Task description: Look through the entries below and count the lines with the word "circle" in them; give only the number.

* * * *

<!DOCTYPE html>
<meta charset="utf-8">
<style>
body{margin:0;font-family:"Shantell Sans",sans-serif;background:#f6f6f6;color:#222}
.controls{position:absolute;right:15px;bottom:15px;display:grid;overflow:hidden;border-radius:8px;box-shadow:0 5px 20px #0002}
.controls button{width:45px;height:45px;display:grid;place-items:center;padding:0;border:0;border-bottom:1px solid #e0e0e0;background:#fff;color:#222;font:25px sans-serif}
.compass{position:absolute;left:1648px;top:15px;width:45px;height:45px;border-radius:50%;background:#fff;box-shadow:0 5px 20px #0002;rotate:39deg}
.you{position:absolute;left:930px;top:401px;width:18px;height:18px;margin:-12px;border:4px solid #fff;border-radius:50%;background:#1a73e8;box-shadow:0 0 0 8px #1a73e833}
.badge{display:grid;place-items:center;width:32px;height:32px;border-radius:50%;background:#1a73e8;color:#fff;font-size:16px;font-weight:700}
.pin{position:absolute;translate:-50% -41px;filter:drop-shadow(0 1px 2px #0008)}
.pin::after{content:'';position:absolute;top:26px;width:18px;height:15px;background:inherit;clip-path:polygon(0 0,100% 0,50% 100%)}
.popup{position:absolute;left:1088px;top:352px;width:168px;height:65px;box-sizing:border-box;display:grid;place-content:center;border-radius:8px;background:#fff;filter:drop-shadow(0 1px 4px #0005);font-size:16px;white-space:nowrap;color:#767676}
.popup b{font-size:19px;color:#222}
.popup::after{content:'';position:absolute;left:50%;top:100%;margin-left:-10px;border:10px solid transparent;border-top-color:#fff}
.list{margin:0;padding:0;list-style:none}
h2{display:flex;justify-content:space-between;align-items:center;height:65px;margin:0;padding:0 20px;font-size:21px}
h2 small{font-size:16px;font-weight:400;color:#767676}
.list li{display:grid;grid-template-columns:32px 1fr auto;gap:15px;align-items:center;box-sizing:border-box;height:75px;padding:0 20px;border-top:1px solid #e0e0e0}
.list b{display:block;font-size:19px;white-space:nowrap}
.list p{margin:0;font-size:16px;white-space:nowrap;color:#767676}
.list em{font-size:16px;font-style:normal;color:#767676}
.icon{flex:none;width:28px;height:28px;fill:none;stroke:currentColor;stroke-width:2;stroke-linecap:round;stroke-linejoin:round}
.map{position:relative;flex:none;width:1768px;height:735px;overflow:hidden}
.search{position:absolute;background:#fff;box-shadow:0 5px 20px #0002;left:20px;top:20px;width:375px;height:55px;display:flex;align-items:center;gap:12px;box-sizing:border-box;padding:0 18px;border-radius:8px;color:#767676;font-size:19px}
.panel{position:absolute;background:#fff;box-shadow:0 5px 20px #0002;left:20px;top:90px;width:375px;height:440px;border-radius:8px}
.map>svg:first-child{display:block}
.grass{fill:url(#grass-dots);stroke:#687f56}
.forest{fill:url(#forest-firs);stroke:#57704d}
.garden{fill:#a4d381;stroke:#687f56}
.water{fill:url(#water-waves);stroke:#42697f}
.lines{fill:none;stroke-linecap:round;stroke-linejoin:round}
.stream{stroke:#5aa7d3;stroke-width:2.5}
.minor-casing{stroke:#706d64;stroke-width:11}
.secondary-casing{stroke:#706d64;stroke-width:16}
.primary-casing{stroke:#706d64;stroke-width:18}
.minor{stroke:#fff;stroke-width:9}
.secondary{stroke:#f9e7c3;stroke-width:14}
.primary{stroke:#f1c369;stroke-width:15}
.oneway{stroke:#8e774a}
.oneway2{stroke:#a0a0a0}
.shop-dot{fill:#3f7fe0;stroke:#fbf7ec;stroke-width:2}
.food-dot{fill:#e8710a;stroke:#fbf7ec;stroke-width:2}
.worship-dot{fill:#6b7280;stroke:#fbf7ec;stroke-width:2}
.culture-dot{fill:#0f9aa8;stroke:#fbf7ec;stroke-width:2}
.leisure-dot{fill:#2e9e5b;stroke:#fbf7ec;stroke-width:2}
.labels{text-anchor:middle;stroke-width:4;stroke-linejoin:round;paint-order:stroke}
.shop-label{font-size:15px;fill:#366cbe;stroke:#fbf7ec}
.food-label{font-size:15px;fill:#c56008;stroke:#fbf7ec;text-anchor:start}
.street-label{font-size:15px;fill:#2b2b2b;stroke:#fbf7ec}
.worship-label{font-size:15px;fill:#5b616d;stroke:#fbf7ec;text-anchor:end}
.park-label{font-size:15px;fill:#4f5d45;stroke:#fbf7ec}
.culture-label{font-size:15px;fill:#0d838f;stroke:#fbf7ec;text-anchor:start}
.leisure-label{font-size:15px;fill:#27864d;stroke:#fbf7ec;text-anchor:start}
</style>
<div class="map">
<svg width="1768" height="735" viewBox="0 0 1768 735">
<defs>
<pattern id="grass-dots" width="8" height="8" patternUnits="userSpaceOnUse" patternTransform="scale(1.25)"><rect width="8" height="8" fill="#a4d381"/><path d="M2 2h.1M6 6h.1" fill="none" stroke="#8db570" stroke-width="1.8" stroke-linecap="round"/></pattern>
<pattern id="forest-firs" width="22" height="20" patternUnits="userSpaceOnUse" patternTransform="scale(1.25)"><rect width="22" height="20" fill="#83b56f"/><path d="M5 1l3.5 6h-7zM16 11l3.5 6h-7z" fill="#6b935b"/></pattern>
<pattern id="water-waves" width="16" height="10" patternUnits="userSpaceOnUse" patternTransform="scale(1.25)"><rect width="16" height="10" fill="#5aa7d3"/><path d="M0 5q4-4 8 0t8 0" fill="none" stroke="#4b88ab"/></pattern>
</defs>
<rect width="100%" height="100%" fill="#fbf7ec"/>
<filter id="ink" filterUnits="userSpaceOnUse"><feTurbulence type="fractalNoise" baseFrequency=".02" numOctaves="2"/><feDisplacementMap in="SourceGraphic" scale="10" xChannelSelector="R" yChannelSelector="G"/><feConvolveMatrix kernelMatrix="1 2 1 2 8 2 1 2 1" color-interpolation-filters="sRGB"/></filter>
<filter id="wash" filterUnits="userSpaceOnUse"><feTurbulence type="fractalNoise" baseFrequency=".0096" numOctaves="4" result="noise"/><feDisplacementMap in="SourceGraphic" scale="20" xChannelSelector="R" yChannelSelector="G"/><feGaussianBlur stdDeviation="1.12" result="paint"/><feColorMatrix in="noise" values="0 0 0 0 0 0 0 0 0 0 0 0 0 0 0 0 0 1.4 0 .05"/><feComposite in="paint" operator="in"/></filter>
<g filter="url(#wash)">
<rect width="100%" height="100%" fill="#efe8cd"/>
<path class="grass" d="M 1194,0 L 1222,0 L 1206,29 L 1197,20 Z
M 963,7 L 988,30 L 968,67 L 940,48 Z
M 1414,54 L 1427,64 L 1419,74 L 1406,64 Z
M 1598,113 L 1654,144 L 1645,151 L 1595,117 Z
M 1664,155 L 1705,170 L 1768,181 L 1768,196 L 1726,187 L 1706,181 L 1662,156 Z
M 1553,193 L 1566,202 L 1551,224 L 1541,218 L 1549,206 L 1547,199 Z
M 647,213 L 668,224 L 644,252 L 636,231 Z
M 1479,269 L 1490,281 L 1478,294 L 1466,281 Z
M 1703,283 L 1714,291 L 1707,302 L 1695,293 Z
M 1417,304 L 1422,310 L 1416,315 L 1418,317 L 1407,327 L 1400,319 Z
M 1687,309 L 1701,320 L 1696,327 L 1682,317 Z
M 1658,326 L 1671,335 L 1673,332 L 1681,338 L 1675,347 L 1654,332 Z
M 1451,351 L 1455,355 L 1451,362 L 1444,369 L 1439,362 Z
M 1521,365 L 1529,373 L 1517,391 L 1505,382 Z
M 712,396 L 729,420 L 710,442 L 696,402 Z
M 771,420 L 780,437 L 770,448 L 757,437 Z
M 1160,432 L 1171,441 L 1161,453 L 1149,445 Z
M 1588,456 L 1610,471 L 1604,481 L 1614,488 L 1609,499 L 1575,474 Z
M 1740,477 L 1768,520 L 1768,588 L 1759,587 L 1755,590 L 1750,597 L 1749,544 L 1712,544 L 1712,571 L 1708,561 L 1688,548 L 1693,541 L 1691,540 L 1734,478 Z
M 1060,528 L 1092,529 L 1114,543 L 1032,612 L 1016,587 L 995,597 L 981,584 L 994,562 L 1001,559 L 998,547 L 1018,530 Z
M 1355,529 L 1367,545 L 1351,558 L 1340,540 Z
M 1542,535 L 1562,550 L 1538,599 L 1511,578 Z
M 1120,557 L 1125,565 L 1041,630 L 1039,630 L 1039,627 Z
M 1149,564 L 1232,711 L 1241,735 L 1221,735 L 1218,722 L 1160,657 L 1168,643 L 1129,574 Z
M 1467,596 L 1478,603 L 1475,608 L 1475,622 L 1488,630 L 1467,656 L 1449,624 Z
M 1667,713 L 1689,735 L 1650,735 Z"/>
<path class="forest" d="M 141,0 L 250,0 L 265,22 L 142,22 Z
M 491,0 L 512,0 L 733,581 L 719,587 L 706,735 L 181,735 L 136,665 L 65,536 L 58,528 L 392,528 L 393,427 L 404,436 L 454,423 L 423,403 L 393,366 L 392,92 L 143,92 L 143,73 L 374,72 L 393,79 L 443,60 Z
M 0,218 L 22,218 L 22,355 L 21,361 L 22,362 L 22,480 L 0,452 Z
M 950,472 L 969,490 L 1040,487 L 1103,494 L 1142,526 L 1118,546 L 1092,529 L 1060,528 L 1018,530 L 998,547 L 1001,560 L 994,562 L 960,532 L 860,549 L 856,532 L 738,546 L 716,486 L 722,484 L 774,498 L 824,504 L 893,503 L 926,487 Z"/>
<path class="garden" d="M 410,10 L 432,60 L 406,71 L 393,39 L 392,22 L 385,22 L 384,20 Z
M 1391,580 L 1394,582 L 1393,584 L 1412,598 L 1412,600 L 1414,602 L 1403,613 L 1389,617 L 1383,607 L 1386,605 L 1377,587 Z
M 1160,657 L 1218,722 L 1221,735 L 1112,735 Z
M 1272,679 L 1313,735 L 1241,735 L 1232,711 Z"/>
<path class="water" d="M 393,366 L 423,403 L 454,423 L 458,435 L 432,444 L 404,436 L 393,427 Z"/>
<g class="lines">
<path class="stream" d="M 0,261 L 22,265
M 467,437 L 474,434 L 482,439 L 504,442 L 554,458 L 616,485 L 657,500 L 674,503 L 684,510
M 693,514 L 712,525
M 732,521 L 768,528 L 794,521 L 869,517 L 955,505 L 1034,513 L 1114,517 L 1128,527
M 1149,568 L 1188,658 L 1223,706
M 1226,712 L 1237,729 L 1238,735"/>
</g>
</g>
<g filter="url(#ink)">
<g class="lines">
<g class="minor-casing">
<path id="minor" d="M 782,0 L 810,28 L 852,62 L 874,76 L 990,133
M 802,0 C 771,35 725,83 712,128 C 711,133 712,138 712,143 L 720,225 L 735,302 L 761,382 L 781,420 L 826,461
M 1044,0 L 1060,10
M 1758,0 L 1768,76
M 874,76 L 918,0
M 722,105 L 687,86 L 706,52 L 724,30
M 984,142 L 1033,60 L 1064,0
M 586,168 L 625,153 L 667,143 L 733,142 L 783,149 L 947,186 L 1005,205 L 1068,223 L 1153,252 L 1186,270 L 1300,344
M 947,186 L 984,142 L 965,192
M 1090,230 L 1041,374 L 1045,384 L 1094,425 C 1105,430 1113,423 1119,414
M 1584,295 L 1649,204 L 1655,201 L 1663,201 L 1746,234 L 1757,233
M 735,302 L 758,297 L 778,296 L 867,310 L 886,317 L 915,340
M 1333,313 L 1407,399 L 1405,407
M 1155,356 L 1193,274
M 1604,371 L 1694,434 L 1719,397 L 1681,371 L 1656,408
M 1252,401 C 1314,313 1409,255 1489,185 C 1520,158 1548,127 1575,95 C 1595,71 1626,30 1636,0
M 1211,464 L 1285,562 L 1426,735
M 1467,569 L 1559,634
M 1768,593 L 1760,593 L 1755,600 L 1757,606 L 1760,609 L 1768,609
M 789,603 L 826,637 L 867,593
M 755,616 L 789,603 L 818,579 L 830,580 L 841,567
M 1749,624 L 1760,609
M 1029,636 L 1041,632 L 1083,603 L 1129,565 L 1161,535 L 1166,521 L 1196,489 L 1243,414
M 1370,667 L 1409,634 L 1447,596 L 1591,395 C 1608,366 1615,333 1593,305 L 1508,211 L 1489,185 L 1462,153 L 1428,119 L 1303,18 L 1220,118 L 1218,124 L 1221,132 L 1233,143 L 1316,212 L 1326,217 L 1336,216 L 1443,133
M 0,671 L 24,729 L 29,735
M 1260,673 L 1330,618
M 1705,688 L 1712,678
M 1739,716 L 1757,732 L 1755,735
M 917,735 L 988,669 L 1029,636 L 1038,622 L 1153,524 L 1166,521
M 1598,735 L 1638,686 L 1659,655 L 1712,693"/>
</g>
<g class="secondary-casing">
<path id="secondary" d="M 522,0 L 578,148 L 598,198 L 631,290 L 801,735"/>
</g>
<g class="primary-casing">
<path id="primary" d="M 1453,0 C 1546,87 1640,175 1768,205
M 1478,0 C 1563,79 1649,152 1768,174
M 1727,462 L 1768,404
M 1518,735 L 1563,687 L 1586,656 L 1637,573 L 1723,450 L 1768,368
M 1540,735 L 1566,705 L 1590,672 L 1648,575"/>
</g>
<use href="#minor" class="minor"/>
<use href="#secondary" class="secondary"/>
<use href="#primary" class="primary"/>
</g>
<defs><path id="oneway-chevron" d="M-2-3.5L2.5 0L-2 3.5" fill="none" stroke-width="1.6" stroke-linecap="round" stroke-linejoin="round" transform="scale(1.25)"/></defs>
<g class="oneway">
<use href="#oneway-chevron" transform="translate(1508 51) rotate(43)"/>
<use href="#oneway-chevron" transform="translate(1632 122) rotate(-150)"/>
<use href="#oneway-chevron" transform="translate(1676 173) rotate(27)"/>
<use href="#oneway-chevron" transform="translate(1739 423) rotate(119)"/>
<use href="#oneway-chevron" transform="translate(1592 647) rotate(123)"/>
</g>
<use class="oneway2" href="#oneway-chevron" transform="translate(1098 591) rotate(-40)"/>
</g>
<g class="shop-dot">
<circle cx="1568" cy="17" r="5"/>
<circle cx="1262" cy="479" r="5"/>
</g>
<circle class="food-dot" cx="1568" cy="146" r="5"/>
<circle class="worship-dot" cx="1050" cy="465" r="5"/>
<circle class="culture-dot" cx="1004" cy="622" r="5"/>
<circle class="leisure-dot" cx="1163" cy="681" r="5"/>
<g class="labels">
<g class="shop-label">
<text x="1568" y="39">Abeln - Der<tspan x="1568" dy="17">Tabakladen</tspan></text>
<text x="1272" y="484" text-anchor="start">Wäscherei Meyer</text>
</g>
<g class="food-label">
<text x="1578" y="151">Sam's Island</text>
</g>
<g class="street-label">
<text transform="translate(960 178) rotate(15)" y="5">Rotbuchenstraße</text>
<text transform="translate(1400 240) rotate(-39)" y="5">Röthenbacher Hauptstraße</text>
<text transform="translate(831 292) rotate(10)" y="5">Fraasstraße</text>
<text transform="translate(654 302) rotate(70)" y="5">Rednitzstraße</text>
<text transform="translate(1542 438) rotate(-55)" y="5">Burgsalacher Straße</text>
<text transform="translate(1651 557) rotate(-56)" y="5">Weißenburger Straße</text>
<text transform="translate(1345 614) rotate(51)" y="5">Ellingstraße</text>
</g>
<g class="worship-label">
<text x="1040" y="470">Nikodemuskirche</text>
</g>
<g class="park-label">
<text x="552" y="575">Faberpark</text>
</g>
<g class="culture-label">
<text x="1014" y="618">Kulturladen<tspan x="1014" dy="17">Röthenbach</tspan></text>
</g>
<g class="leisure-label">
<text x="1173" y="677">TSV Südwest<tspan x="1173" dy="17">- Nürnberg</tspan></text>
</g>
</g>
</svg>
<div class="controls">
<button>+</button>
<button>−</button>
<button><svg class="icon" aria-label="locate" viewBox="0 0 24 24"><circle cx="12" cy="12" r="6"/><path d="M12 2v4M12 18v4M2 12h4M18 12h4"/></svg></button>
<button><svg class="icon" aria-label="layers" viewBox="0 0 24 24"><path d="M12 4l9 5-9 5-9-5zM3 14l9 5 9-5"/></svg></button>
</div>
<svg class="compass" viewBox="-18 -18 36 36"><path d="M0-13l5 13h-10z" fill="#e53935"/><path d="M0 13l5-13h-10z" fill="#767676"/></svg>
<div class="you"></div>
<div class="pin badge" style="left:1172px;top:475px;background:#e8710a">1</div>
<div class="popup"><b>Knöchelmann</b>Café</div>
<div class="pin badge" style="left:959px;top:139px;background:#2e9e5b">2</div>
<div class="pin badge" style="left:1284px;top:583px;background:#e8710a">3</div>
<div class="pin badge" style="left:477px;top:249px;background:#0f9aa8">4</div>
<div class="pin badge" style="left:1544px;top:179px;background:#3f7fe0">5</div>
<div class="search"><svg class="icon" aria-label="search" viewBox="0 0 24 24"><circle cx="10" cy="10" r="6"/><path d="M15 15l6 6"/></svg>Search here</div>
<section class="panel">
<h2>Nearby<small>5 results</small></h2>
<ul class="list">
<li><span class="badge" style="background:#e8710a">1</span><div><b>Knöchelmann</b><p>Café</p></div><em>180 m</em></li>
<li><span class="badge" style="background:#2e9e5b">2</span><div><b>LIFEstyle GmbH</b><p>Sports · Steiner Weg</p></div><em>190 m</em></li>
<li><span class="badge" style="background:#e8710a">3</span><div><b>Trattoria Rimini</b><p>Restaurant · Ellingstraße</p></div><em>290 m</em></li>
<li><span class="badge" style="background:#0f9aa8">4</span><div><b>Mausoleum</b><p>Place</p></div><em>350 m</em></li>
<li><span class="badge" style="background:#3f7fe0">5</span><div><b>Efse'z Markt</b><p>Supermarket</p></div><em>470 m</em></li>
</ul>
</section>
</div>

* * * *

Response to this exercise: 8